OE 2020, um vislumbre do futuro?

Neste OE não existe nenhuma medida emblemática, nem o Governo assume uma qualquer apetência claramente intervencionista em qualquer setor de atividade.

O Orçamento do Estado para 2020 pode ser considerado como o primeiro de uma nova espécie. É dogmaticamente neutro, ao contrário dos anteriores, não se conseguindo vislumbrar uma qualquer tendência que indicie uma orientação clara em sede de orientação política. Não existe nenhuma medida emblemática, nem o governo assume uma qualquer apetência claramente intervencionista em qualquer setor de atividade. Não chocando nenhuma sensibilidade, o orçamento parece, antes, assumir-se como uma panóplia potencial de opções que podem ser desenvolvidas posteriormente, dependendo da “noiva” ou “noivas” que possa vir a seduzir para a concretização da sua aprovação em sede parlamentar.

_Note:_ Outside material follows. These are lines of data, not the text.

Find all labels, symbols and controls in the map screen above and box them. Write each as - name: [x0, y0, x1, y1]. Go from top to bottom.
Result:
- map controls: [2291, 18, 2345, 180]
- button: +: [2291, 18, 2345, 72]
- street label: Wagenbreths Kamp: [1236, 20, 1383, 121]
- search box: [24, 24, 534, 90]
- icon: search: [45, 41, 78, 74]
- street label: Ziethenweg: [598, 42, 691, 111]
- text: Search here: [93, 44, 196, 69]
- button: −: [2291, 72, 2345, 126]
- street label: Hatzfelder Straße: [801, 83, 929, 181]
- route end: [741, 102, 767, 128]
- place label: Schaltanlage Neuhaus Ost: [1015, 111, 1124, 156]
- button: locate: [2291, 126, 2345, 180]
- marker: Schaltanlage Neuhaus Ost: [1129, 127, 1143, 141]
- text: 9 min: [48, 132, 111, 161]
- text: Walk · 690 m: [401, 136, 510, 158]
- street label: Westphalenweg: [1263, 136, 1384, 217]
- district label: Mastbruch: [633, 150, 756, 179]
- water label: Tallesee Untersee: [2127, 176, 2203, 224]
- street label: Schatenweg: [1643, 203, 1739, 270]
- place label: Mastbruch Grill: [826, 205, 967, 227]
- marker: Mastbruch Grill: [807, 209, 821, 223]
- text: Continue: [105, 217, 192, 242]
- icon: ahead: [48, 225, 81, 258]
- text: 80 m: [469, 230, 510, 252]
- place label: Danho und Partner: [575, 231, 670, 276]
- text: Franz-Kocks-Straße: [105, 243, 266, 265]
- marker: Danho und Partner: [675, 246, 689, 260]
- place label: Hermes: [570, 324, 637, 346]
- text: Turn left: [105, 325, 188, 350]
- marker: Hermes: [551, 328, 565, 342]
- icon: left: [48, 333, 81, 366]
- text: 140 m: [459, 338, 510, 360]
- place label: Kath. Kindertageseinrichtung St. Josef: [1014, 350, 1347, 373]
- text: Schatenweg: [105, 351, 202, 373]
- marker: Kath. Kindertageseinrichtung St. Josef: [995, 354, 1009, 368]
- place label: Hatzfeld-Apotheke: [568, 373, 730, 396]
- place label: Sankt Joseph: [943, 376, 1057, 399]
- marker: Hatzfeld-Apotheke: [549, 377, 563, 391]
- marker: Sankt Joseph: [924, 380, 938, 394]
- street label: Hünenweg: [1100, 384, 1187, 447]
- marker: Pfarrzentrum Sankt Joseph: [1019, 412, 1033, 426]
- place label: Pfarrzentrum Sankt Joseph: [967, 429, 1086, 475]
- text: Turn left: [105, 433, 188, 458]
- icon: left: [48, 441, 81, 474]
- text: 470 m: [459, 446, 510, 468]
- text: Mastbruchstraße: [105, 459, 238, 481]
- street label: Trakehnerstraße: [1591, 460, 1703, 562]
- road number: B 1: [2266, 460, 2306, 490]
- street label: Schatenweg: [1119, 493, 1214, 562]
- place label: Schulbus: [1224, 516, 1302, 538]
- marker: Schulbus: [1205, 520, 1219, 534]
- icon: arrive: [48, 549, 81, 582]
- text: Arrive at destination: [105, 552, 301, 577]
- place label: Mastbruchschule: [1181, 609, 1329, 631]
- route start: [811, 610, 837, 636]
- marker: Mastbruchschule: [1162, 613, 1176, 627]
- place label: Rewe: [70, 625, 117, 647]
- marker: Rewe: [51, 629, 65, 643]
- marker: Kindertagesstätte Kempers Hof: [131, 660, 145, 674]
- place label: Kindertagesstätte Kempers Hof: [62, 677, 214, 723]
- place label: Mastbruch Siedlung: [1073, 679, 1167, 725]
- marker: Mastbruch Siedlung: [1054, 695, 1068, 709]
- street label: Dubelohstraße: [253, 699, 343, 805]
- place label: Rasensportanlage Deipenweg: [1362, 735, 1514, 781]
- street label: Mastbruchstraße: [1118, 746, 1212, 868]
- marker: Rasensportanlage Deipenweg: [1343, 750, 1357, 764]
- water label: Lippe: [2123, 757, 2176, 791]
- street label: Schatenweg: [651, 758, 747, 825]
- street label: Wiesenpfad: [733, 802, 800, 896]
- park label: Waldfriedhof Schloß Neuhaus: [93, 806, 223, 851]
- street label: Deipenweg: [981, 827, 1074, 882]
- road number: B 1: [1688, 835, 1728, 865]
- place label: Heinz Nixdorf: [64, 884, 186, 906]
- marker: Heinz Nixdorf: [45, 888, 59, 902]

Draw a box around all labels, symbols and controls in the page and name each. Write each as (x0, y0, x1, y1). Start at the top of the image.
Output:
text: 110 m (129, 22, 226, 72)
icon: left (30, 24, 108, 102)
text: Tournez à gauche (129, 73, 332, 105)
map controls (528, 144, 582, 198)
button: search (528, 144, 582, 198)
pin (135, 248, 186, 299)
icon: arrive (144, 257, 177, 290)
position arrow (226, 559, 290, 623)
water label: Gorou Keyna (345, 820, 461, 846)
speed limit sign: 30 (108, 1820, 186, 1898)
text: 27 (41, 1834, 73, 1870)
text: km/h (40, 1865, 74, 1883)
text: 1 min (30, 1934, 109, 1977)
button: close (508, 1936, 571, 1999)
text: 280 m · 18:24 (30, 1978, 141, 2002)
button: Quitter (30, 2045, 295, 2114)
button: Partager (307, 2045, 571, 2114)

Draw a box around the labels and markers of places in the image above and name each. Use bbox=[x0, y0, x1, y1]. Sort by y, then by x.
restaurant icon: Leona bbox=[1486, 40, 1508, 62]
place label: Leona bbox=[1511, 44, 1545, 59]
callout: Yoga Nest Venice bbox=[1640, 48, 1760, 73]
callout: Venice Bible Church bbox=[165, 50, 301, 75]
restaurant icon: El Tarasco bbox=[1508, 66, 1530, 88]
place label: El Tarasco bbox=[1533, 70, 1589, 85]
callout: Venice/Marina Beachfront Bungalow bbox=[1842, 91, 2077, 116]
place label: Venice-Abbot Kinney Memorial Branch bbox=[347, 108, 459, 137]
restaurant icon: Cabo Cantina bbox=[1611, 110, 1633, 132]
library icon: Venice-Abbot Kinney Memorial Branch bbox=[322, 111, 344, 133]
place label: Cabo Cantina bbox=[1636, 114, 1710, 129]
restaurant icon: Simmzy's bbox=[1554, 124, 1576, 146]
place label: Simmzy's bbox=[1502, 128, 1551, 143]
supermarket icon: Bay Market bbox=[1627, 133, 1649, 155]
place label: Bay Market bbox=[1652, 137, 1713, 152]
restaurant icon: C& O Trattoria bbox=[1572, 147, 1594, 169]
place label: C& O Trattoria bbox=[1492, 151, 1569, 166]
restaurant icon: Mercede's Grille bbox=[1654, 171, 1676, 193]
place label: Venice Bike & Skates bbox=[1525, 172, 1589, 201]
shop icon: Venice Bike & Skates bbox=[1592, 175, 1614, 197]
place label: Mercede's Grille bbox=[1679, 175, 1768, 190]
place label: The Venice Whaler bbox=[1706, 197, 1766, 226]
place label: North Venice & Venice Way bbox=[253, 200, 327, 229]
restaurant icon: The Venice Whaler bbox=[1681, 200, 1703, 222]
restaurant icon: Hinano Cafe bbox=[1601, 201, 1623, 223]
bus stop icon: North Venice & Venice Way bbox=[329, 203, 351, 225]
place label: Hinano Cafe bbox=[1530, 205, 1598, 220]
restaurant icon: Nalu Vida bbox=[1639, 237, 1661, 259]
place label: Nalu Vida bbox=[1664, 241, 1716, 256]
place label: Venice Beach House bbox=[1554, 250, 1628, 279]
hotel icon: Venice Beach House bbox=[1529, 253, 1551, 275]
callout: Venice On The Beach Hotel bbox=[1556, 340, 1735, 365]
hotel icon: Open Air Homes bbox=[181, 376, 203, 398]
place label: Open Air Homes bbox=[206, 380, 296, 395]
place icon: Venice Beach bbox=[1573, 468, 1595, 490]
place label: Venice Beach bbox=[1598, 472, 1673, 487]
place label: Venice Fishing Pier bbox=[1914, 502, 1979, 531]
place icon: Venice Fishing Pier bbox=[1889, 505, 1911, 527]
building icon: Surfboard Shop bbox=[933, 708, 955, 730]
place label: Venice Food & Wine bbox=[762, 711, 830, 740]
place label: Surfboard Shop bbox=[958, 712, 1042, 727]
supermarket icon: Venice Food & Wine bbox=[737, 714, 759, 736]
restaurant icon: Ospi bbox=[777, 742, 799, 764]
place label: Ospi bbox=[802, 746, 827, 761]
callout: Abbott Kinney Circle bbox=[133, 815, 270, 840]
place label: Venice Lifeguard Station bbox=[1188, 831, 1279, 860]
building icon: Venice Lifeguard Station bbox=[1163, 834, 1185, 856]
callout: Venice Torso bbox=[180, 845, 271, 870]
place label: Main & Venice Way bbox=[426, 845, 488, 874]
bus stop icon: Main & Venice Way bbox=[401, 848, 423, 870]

Tem como ponto forte a previsão de ocorrência de um excedente orçamental. Porém, ao contrário do que se poderia assumir, esta opção não decorre de qualquer pretexto de base ideológica. Pode ser meramente emblemático, mas demonstra uma potencial tendência de evolução futura das contas públicas, o que pode ser bastante relevante em caso de turbulência económica internacional. Sendo o principal papel do Estado no futuro a redução dos riscos, esta opção de superavit constitui-se como um “escudo” contra eventuais riscos externos.

Preocupa-se com as atuais tendências do milénio – alterações climáticas (por exemplo, as diversas alterações do ISV e IUC, o imposto drive-in), redução das assimetrias regionais e das desigualdades (o crédito em IRC pela criação de postos de trabalho no interior), liderar a transição digital (as alterações ao nível da patent box) e enfrentar a evolução demográfica (o crédito em IRS relativamente aos segundos filhos). Porém, e tirando a parte ambiental, esta orientação aparece sempre de uma forma muito leve e, quase, descomprometida.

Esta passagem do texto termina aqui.